The Federal Reserve increased the key interest rate by just one-half of a percentage point Wednesday, after four rate hikes. The central bankers likely took into account new data that shows inflation is continuing to decline.

The federal funds rate will now range from 4.25% to 4.5% according to this announcement. In response, interest rates on consumer products like home equity lines will rise. However, many lenders have already priced in an increase of 50 basis points for mortgage interest rates.

Potential for a muted impact mortgage rates

Experts have mixed opinions about how high mortgage rates could rise in 2023. Robert Frick, corporate economist at Navy Federal Credit Union stated in an email that he expects mortgage rates to rise above 7% during the first half of the year and then fall as the economy slows.

Others believe that the days of fixed-rate 30-year loans with 7% interest rates are gone. Nadia Evangelou (senior economist, director of real-estate research, National Association of Realtors) commented via email that mortgage rates may have “peaked”. Although rates are more than twice as high as they were a year ago,” Nadia Evangelou, senior economist and director of real estate research for the National Association of Realtors, said via email that rates could stabilize at 6% if inflation slows down. ”

Good news! Although it may take some time, there is consensus that interest rates will eventually fall. This would be a positive shift for homebuyers who are priced out of the market due to rising interest rates. According to the National Association of Realtors (NAR) data, in October, the monthly principal-and-interest payment for a median-priced house topped $2,000 despite a slight decline in home prices. This is more than a household with a median income, and it’s over $800 higher than the previous year. Buyers would be able to spend more if rates were lower.

Home prices fall, but don’t crash

Although high home prices aren’t helping with affordability, there is hope. According to the NAR’s October median home price, $379,100 was the lowest since September. However, housing prices continue to rise year after year.

Frick stated that “home price increases have begun to slow down, and prices are likely to drop overall next year.” “But drops will vary by market. Many markets with the highest appreciation are likely to experience the largest declines.” Frick said that housing prices have increased so rapidly in recent years that “giving up even 5% overall is not a huge drop.”

Some homeowners are reluctant to take out a mortgage with a higher interest rate these days. Melissa Cohn, a New York City-based vice president regional at William Raveis mortgage, says that people who want to move are not moving. Most sellers are going through a life change, financial or otherwise. There will be a limit to the number of homes available for sale, which will cause prices to fall.
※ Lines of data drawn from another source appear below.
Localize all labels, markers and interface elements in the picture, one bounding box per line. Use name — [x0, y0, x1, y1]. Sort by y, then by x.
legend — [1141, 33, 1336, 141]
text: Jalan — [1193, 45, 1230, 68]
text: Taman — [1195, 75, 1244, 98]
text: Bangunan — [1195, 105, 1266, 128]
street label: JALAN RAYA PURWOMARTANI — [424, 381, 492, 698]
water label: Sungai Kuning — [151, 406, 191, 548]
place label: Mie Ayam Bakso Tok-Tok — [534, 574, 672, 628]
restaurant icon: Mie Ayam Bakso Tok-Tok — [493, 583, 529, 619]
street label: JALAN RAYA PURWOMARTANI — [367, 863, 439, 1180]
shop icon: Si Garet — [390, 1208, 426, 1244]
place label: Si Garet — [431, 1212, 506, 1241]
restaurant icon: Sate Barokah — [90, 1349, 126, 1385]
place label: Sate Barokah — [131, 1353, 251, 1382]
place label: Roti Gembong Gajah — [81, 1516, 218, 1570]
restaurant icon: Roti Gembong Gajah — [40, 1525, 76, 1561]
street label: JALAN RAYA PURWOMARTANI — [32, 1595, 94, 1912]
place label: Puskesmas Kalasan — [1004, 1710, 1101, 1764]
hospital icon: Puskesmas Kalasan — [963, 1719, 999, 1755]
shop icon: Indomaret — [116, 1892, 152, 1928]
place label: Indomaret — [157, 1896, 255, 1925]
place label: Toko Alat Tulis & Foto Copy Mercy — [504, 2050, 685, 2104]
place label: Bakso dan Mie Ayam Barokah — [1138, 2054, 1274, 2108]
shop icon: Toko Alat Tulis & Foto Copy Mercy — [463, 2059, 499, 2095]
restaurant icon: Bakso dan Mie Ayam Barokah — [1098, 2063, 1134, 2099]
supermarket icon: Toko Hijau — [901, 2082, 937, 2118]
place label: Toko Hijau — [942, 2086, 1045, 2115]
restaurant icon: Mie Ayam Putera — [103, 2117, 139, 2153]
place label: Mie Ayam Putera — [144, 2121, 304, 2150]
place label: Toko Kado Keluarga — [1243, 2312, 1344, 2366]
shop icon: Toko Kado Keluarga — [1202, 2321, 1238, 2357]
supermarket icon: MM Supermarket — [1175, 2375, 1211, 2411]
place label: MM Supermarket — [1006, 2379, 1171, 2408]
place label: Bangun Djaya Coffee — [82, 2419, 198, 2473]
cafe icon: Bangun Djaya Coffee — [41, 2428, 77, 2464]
What does this mean for home buyers

Experts predict that mortgage rates will decline by 2023. However, the Fed hasn’t stopped raising rates. These may decrease to 25 basis points but interest rates should not be reduced until central bankers truly believe that inflation is slowing.

The Fed would have to resign if the economy plunges into recession. This would be bad news for all but good news for mortgage rates. Rates could fall meaningfully without the Fed’s upward pressure.

Regardless of how they occur, lower interest rates could prove to be the key to reviving the housing market. Although inventory may not rise enough to increase competition among sellers, buyers would have more options because there would be more homes available for sale, and less interest would allow them more budget flexibility.

These major forces influence the housing market but they won’t dictate whether you will buy or sell your home in the next year. Frick stated that it is best to focus on your personal situation and what you can afford. Waiting for rates and home prices to fall is a good option if you feel that both are too high. ”

Your employment outlook and goals should be more important than what the Fed does.

An earlier version of this article misidentified Robert Frick’s title. He is a corporate economist with Navy Federal Credit Union. This article has been updated.